**Input**
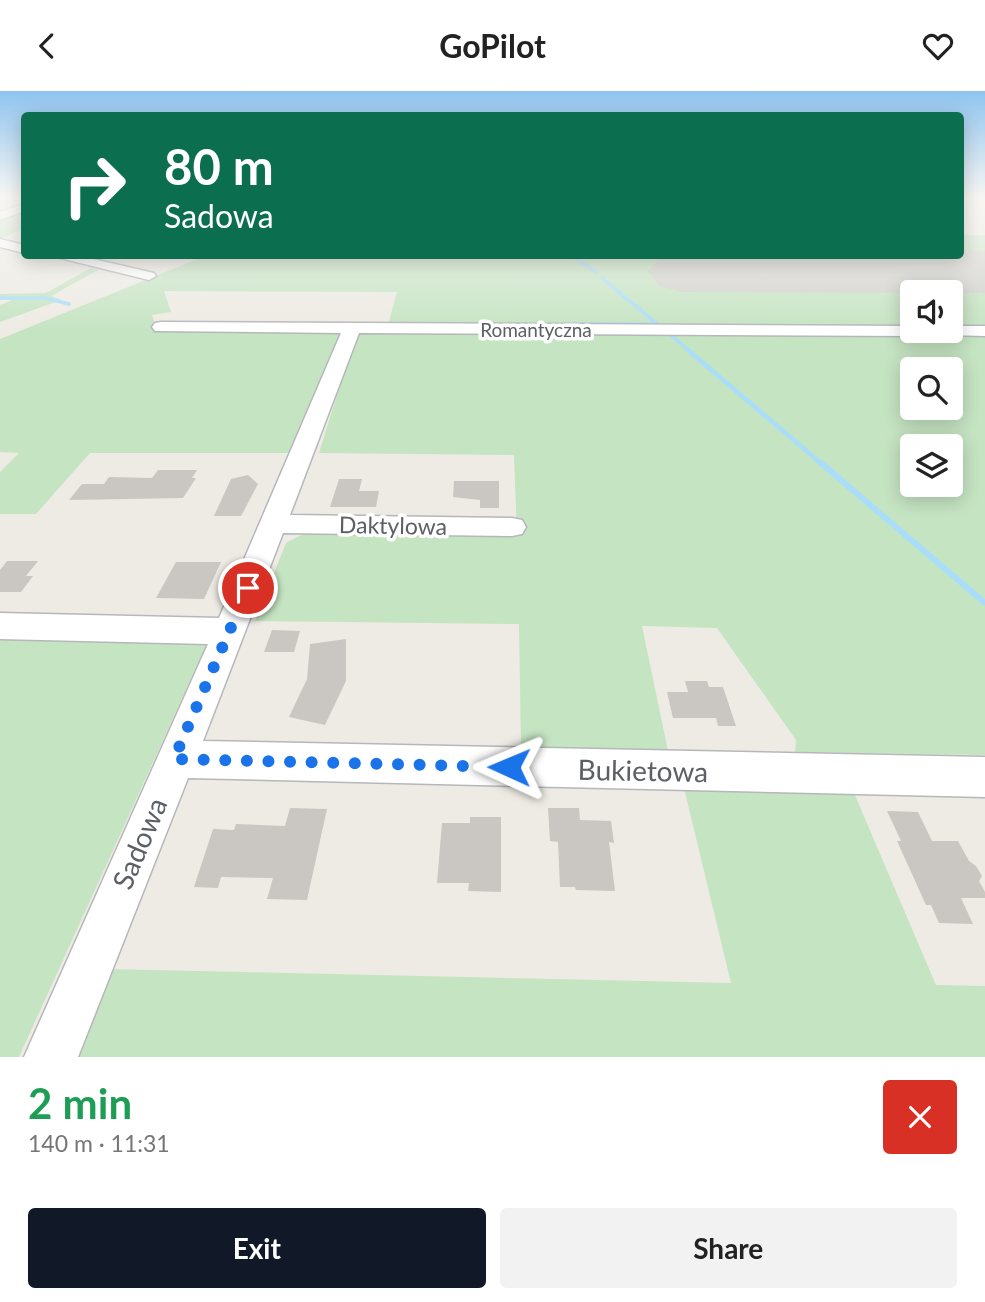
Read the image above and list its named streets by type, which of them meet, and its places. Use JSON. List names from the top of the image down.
{
  "streets": {
    "street": [
      "Romantyczna",
      "Daktylowa",
      "Bukietowa",
      "Sadowa"
    ]
  },
  "crossings": [
    ["Romantyczna", "Sadowa"],
    ["Daktylowa", "Sadowa"],
    ["Bukietowa", "Sadowa"]
  ],
  "page": {
    "header": "GoPilot",
    "turn": ["80 m", "Sadowa"],
    "heading": ["2 min", "140 m · 11:31"],
    "buttons": ["Exit", "Share"]
  }
}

**What you are asked to do**
Transcribe every line from the records above without alteration, and leave out the images.

**Written answer**
Read the image above and list its named streets by type, which of them meet, and its places. Use JSON. List names from the top of the image down.
{
  "streets": {
    "street": [
      "Romantyczna",
      "Daktylowa",
      "Bukietowa",
      "Sadowa"
    ]
  },
  "crossings": [
    ["Romantyczna", "Sadowa"],
    ["Daktylowa", "Sadowa"],
    ["Bukietowa", "Sadowa"]
  ],
  "page": {
    "header": "GoPilot",
    "turn": ["80 m", "Sadowa"],
    "heading": ["2 min", "140 m · 11:31"],
    "buttons": ["Exit", "Share"]
  }
}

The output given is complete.